When to Walk Away From a Provider
Sometimes the problem isn't your code. If you're consistently hitting rate limits that don't match your plan, getting degraded responses during peak hours, or support takes weeks to acknowledge a real issue, it might be time to abstract your integration.
from abc import ABC, abstractmethod
class LLMProvider(ABC):
@abstractmethod
def chat(self, messages, **kwargs):
pass
class OpenAIProvider(LLMProvider):
def chat(self, messages, **kwargs):
# OpenAI-specific implementation
pass
class AnthropicProvider(LLMProvider):
def chat(self, messages, **kwargs):
# Anthropic-specific implementation
pass
class OllamaProvider(LLMProvider):
def chat(self, messages, **kwargs):
# Local model via Ollama — your escape hatch
passThis isn't over-engineering if you've already been burned by a provider change. The abstraction layer takes an afternoon to build and saves you weeks of emergency migration later. I now start every LLM project with this pattern after learning the hard way.
Prevention Checklist
Before you ship an LLM-powered feature, make sure you have:
- Token budgets — hard limits on input context size, enforced in code
- Model version pinning — use date-stamped model IDs, not aliases
- Automated evals — even five test cases run daily catches most regressions
- Structured logging — tokens, latency, model version on every call
- A provider abstraction — even a thin one, so you're not locked in
- Fallback behavior — what does your app do when the API returns garbage or times out?

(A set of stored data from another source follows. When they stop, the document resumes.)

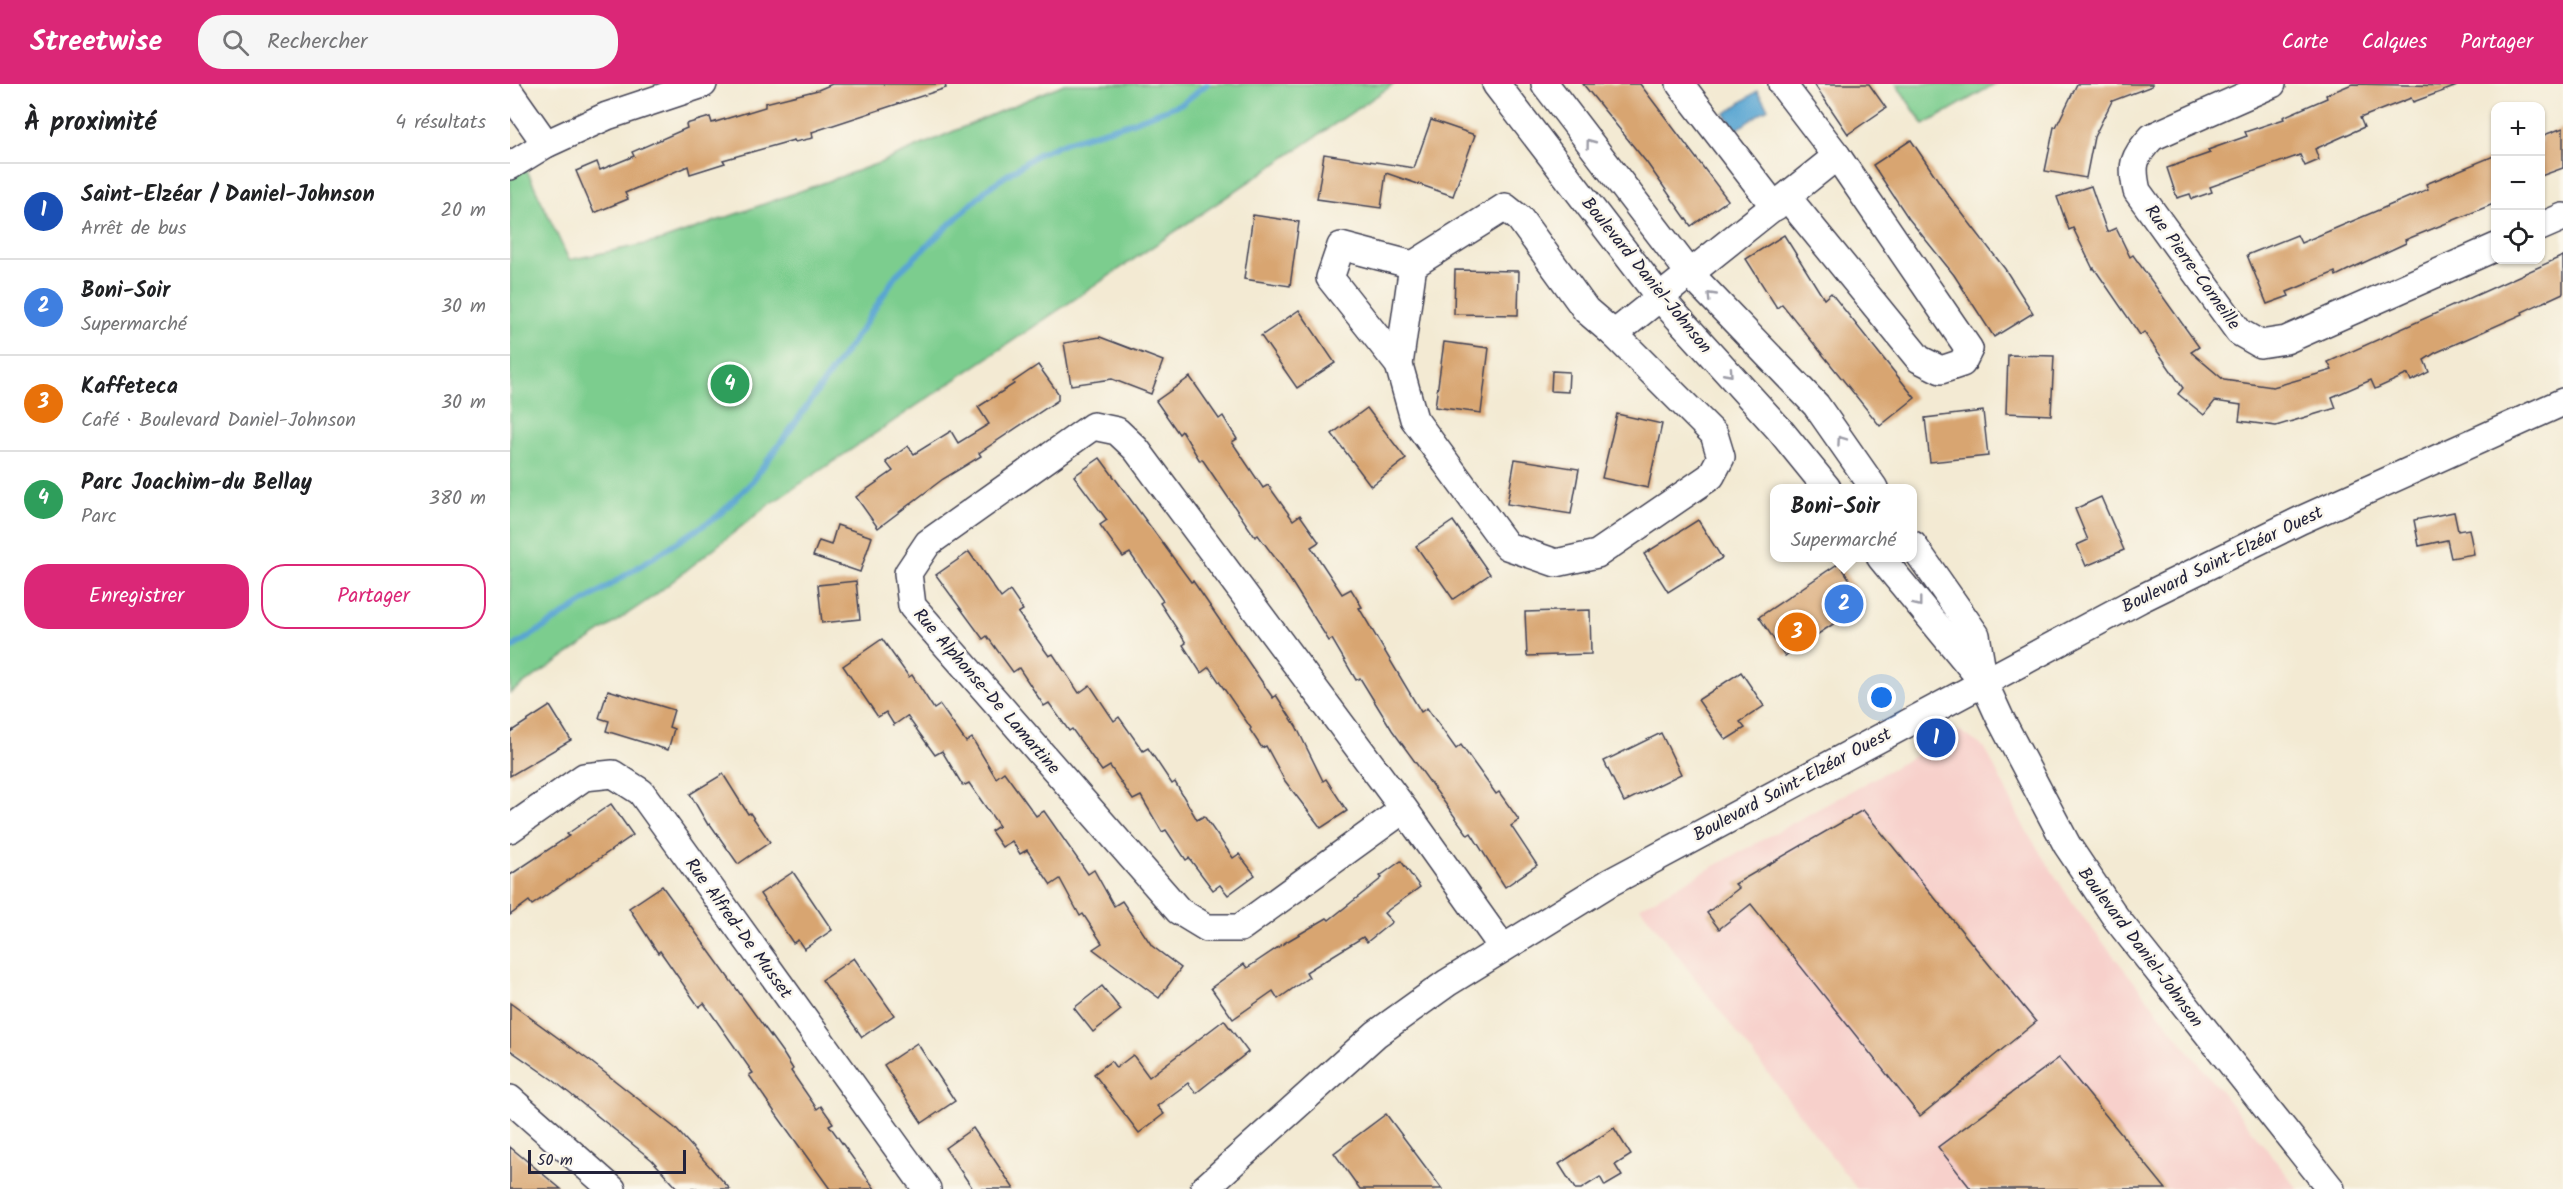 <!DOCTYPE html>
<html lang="fr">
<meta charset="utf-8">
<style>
body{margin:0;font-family:Kalam,sans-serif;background:#f6f6f6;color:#202124}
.controls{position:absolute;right:18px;top:18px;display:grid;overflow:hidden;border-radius:12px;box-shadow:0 2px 4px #0004}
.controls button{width:54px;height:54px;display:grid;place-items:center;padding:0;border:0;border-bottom:2px solid #e0e0e0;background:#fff;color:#202124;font:30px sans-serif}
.scale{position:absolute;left:18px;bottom:15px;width:158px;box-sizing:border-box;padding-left:6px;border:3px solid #22223b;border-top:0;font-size:16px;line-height:21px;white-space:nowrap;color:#22223b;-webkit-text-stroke:4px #fbf7ec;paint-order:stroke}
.you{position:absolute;left:1372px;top:614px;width:21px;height:21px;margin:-15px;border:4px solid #fff;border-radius:50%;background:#1a73e8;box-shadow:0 0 0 9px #1a73e833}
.badge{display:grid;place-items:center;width:39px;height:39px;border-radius:50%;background:#db2777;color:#fff;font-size:20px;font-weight:700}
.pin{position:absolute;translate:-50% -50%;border:3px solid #fff;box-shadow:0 2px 6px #0006}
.popup{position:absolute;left:1260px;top:400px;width:147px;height:78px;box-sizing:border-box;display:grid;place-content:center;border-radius:12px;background:#fff;filter:drop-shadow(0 2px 4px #0005);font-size:20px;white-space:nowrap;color:#757577}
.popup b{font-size:22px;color:#202124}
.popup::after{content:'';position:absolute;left:50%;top:100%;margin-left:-12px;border:12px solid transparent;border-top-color:#fff}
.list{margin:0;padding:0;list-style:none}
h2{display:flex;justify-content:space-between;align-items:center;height:78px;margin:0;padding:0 24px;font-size:26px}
h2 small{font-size:20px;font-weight:400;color:#757577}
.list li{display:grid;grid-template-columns:39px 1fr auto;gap:18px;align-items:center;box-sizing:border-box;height:96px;padding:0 24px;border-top:2px solid #e0e0e0}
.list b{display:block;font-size:22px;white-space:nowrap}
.list p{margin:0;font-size:20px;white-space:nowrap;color:#757577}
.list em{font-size:20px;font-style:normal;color:#757577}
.actions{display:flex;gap:12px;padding:18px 24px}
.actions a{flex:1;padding:14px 0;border:2px solid #db2777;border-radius:24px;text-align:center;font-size:21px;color:#db2777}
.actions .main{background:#db2777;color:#fff}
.icon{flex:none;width:33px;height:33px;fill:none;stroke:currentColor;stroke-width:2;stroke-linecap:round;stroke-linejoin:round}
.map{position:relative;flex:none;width:2053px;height:1105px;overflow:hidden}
header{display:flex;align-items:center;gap:36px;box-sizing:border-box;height:84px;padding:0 30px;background:#db2777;color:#fff}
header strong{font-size:28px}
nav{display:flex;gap:33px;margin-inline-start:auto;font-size:21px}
.search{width:420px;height:54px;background:#f6f6f6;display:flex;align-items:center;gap:15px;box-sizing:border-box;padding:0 21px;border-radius:24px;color:#757577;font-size:22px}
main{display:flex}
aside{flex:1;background:#fff}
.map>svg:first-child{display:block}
</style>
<header>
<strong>Streetwise</strong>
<div class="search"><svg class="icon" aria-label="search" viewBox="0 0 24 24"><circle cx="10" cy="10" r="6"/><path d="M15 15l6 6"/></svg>Rechercher</div>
<nav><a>Carte</a><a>Calques</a><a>Partager</a></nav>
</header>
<main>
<aside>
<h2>À proximité<small>4 résultats</small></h2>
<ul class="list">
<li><span class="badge" style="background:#1a4fb4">1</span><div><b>Saint-Elzéar / Daniel-Johnson</b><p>Arrêt de bus</p></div><em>20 m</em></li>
<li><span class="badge" style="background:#3f7fe0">2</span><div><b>Boni-Soir</b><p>Supermarché</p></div><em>30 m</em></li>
<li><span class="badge" style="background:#e8710a">3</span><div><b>Kaffeteca</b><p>Café · Boulevard Daniel-Johnson</p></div><em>30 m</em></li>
<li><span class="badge" style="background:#2e9e5b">4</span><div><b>Parc Joachim-du Bellay</b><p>Parc</p></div><em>380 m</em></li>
</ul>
<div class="actions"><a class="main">Enregistrer</a><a>Partager</a></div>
</aside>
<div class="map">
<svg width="2053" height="1105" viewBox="0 0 2053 1105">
<rect width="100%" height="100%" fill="#fbf7ec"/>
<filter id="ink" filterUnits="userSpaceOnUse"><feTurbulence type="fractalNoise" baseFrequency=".0167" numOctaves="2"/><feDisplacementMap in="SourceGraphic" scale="12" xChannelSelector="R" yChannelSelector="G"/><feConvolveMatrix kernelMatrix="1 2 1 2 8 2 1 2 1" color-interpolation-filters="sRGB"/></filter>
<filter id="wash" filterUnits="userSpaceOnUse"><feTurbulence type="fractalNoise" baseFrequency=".008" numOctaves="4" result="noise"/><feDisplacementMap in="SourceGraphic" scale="24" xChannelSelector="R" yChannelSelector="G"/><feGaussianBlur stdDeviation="1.35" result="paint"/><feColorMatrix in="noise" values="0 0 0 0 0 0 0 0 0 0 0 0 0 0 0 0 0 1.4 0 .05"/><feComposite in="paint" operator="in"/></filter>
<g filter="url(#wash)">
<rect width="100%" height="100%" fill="#f3ead3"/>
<path fill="#f7d0cb" d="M 1450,647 L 1475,664 L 1514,743 L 1565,823 L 1788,1105 L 1347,1105 L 1130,823 Z"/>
<g fill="#7ccd8e" stroke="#4f7864" stroke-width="1.5">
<path d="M 554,0 L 884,0 L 256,423 L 144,512 L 0,609 L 0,82 L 12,76 L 59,176 L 150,157 L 372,78 Z"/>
<path d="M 1386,0 L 1485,0 L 1414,41 Z"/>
</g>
<path fill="#59a5d2" stroke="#3e6486" stroke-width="1.5" d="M 1247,7 L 1258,24 L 1226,46 L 1215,30 Z"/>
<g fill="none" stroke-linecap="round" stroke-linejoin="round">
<path stroke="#59a5d2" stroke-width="6" d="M 0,565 L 208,432 L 240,400 L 280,346 L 353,243 L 386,191 L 478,104 L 528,70 L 559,57 L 617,40 L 673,19 L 697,0"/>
</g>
<g id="blocks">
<g fill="#d8a571">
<path d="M 322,0 L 435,0 L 436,4 L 302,48 L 303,54 L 285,58 L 284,56 L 213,76 L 215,79 L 180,90 L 178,82 L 115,109 L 118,115 L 84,129 L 66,87 L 87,78 L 90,86 L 124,72 L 122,68 L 177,44 L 176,40 L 200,33 L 202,39 L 255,23 L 255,19 L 308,6 Z"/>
<path d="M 1073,0 L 1130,0 L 1218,116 L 1181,142 L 1137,79 Z"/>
<path d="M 1304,0 L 1359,0 L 1376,24 L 1338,50 Z"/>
<path d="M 1567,0 L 1642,0 L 1642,2 L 1602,17 L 1584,53 L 1576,94 L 1535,87 L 1544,43 L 1546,43 Z"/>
<path d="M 1842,0 L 1947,2 L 1903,18 L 1901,14 L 1850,34 L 1854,43 L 1805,65 L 1809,76 L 1795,82 L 1790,71 L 1700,103 L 1702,108 L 1682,115 L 1680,110 L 1667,114 L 1657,84 L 1700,69 L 1698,66 L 1737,52 L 1735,48 L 1774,35 L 1773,33 L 1817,14 L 1816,11 Z"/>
<path d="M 921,36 L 965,51 L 943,112 L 876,89 L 871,124 L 807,115 L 814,70 L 904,84 Z"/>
<path d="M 2053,44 L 2053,84 L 2031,92 L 2031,52 Z"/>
<path d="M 1401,56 L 1438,111 L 1495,185 L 1523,229 L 1484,253 L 1444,191 L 1399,135 L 1363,81 Z"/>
<path d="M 1986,71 L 1986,119 L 1895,156 L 1896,159 L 1840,185 L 1826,192 L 1825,188 L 1777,208 L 1779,212 L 1757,220 L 1737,171 L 1787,151 L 1791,159 L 1918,105 L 1916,100 Z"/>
<path d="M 1581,102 L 1597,148 L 1606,144 L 1620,173 L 1623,171 L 1689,263 L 1681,268 L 1714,296 L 1763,303 L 1822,286 L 1818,278 L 2053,172 L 2053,209 L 2012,228 L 2013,230 L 1925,269 L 1914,276 L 1919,288 L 1901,297 L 1898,290 L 1865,305 L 1861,296 L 1822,313 L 1826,324 L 1766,342 L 1729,337 L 1731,321 L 1705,317 L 1694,331 L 1668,310 L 1673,304 L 1634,248 L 1630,251 L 1584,184 L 1583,185 L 1563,144 L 1559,146 L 1547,113 Z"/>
<path d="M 743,131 L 789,138 L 780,202 L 734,195 Z"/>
<path d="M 1274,151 L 1314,215 L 1321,209 L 1405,314 L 1370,342 L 1272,220 L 1267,224 L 1236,175 Z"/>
<path d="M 945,186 L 1009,187 L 1008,231 L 944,230 Z"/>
<path d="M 789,226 L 825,279 L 787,304 L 751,252 Z"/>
<path d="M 590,253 L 653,277 L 641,310 L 602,295 L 561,301 L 554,259 Z"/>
<path d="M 934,258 L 979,264 L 971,329 L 925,323 Z"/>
<path d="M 1498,271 L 1544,272 L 1541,331 L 1496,329 Z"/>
<path d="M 528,281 L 548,309 L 548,316 L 469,369 L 471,372 L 433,395 L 368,444 L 346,413 L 383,387 L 376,378 L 398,362 L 404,370 L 441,347 L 448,359 L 479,340 L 468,323 L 504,300 L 503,298 Z"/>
<path d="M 1042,287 L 1059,288 L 1058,308 L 1041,307 Z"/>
<path d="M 680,293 L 709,335 L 713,332 L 727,355 L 722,358 L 753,404 L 758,401 L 783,436 L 790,431 L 809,458 L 801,463 L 832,510 L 841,505 L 852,523 L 849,524 L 911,628 L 917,624 L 946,665 L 951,661 L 986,710 L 989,708 L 1009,736 L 1001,742 L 1027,781 L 995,803 L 961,749 L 958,751 L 882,646 L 850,594 L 846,596 L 822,555 L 819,557 L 772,483 L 748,451 L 745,453 L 692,375 L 690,377 L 672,347 L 669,350 L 646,317 Z"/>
<path d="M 857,324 L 896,375 L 861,402 L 822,350 Z"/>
<path d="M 1473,327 L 1478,372 L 1420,378 L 1415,334 Z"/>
<path d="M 1107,330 L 1152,340 L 1138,404 L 1092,394 Z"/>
<path d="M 590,374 L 681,498 L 683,497 L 763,614 L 766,611 L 786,642 L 813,697 L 816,695 L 837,727 L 811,744 L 775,697 L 756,662 L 752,664 L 740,646 L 741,644 L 699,583 L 691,589 L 673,561 L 676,559 L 650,519 L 653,517 L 620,469 L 613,473 L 590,441 L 597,436 L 564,392 Z"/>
<path d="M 1005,375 L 1069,385 L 1061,430 L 997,420 Z"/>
<path d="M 1591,413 L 1614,466 L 1576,482 L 1567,461 L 1578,456 L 1565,425 Z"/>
<path d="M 1944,428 L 1948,447 L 1959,445 L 1964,470 L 1941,474 L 1937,456 L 1909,462 L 1904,436 Z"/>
<path d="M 1188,436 L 1212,474 L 1158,508 L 1134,470 Z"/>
<path d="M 943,437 L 980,490 L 943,515 L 906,462 Z"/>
<path d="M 327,441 L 362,453 L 350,488 L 303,472 L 309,457 L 321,461 Z"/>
<path d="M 459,468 L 491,514 L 500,507 L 513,526 L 508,529 L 539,572 L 543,570 L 569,609 L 580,601 L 604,637 L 609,633 L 633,667 L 638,664 L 662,700 L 665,698 L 687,736 L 694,732 L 723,774 L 729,770 L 745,791 L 718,811 L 710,801 L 703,806 L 679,774 L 676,776 L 656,746 L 652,748 L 631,712 L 623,716 L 600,682 L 592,687 L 562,645 L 559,647 L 539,619 L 534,622 L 509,584 L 503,588 L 477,552 L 473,555 L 426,491 Z"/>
<path d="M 1329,479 L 1355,519 L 1275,572 L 1249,533 Z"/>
<path d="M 346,497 L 350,535 L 312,539 L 308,501 Z"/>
<path d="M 1080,526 L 1081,570 L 1017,572 L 1015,528 Z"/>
<path d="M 372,555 L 399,593 L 402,591 L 424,625 L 430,621 L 456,658 L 462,654 L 486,694 L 494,688 L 526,732 L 534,727 L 578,790 L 584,786 L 604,822 L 612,817 L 642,862 L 671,884 L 649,914 L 583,865 L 592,859 L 573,830 L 570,832 L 550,795 L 541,801 L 517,766 L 510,770 L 502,757 L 492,763 L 481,747 L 489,742 L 459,699 L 453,702 L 432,667 L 425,671 L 397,632 L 384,641 L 376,628 L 368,633 L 333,582 Z"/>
<path d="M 1231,588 L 1254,622 L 1230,638 L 1235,644 L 1216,656 L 1188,616 Z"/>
<path d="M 98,606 L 164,626 L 159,643 L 164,645 L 158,666 L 96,647 L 99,637 L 89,634 Z"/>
<path d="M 40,622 L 61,656 L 0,692 L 0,648 Z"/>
<path d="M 1151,649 L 1171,690 L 1114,718 L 1094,677 Z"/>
<path d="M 213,690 L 238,730 L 240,729 L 260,758 L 228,780 L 200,740 L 198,741 L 180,710 Z"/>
<path d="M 101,720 L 123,751 L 22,821 L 19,817 L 0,831 L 0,791 L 59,752 L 57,750 Z"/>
<path d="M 1353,726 L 1526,938 L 1410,1032 L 1241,820 L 1209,845 L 1197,829 L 1229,804 L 1225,800 Z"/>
<path d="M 891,777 L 910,803 L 874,829 L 882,838 L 857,858 L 853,853 L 796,888 L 799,893 L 768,915 L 763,907 L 723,935 L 701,904 L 734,880 L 737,884 L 776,858 L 817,834 L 819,836 L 872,794 L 870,792 Z"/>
<path d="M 283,788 L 322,846 L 294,865 L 288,856 L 283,859 L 250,810 Z"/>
<path d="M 152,802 L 273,969 L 283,985 L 281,987 L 307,1025 L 311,1022 L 323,1039 L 319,1041 L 365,1105 L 320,1105 L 266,1030 L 239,991 L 243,989 L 194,919 L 189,923 L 150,867 L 148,869 L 119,824 Z"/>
<path d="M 344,874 L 384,931 L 352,953 L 312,896 Z"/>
<path d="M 592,902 L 611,926 L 583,948 L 564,924 Z"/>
<path d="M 0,919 L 80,977 L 165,1044 L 220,1105 L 168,1105 L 142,1076 L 43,996 L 0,966 Z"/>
<path d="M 714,936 L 738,968 L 686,1009 L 678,999 L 647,1022 L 654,1030 L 629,1049 L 584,990 L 601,977 L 606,984 L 623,971 L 639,993 Z"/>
<path d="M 407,959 L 445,1017 L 412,1039 L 374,981 Z"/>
<path d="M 1549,974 L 1656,1105 L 1461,1105 L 1428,1063 Z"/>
<path d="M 876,1030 L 932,1105 L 850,1105 L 824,1069 Z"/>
<path d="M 463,1044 L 504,1105 L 463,1105 L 435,1064 Z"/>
<path d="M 1104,1044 L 1121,1071 L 1105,1081 L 1112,1092 L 1095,1102 L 1090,1093 L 1071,1105 L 1065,1105 L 1049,1080 Z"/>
<path d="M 0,1063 L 51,1105 L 0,1105 Z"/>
</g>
</g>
</g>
<g filter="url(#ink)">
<use href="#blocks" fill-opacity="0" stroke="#414052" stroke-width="1.5"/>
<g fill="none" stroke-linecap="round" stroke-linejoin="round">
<defs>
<g id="minor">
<path d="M 986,0 L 1151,215 L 1269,345 L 1317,404"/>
<path d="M 1035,0 L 1181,191 L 1306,321 L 1364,404"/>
<path d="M 1170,0 L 1265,123"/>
<path d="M 1272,0 L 1327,72 L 1459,265 L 1452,279 L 1431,286 L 1409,275 L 1277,113"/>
<path d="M 1762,0 L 1642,53 C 1623,73 1621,81 1627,107 L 1729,248 L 1750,260 L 1776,256 L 1986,163"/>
<path d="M 0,9 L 36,60"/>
<path d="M 0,82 L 36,60 L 97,32 L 193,0"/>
<path d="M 995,123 L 1010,135 L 1076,226 L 1104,250 L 1204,350 L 1211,373 L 1201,392 L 1087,470 L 1046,479 L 997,462 L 904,335 L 889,281 L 903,181 Z"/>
<path d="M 2030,143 L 2053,133"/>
<path d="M 1104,250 L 1327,72"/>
<path d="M 889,281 L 820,194 L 831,162 L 903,181"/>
<path d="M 1403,461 L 1466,551 L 1474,599"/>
<path d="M 1371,474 L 1474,599 L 1490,634 L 1557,761 L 1606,834 L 1821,1105"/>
<path d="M 894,725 L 730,844 L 697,844 L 669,827 L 402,522 L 398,489 L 418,459 L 583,342 L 607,347 L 626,365 L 894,725 L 993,864"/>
<path d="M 0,745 L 74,693 L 103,690 L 131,708 L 417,1105"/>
<path d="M 0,1015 L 102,1105"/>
<path d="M 694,1105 L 866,950 L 937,899 L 1099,799 L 1630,515 L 1791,436 L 2053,318"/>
</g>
</defs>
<use href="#minor" stroke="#414052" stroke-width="30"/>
<use href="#minor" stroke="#fff" stroke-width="27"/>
</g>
<defs><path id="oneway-chevron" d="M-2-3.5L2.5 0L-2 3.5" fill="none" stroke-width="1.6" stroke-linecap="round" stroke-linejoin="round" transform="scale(1.5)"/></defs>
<g stroke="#9c9ca7">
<use href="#oneway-chevron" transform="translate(1080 59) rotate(-127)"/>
<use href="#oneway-chevron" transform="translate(1201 212) rotate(-134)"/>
<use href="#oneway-chevron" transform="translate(1219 289) rotate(48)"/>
<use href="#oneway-chevron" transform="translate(1331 356) rotate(-125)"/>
<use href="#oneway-chevron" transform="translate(1408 519) rotate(52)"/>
</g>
</g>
<g text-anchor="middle" stroke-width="5" stroke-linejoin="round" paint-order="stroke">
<g font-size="18" fill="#22223b" stroke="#fbf7ec">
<text transform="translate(1683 183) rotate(54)" y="6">Rue Pierre-Corneille</text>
<text transform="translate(1137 191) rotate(51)" y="6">Boulevard Daniel-Johnson</text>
<text transform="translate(1712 475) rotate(-26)" y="6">Boulevard Saint-Elzéar Ouest</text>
<text transform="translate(477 607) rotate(49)" y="6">Rue Alphonse-De Lamartine</text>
<text transform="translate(1282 700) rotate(-28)" y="6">Boulevard Saint-Elzéar Ouest</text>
<text transform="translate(229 844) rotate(54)" y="6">Rue Alfred-De Musset</text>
<text transform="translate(1631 863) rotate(53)" y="6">Boulevard Daniel-Johnson</text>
</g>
</g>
</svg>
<div class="controls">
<button>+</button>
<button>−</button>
<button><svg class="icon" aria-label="locate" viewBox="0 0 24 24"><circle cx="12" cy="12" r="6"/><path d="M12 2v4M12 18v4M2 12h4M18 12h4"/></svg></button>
</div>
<div class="scale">50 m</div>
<div class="you"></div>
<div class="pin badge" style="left:1426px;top:654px;background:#1a4fb4">1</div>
<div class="pin badge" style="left:1334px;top:520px;background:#3f7fe0">2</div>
<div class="popup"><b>Boni-Soir</b>Supermarché</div>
<div class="pin badge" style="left:1287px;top:548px;background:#e8710a">3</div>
<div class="pin badge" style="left:220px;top:300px;background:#2e9e5b">4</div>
</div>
</main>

None of this is glamorous. Nobody's writing blog posts titled "I Added Logging to My LLM Integration and It Changed My Life." But it's the difference between an AI feature that works reliably in production and one that slowly degrades until someone on Hacker News writes a post about cancelling the service.
The LLM space moves fast. Models change, pricing shifts, quality fluctuates. The developers who build resilient integrations — with proper observability, testing, and abstraction — are the ones who don't wake up to a broken product on a random Tuesday morning.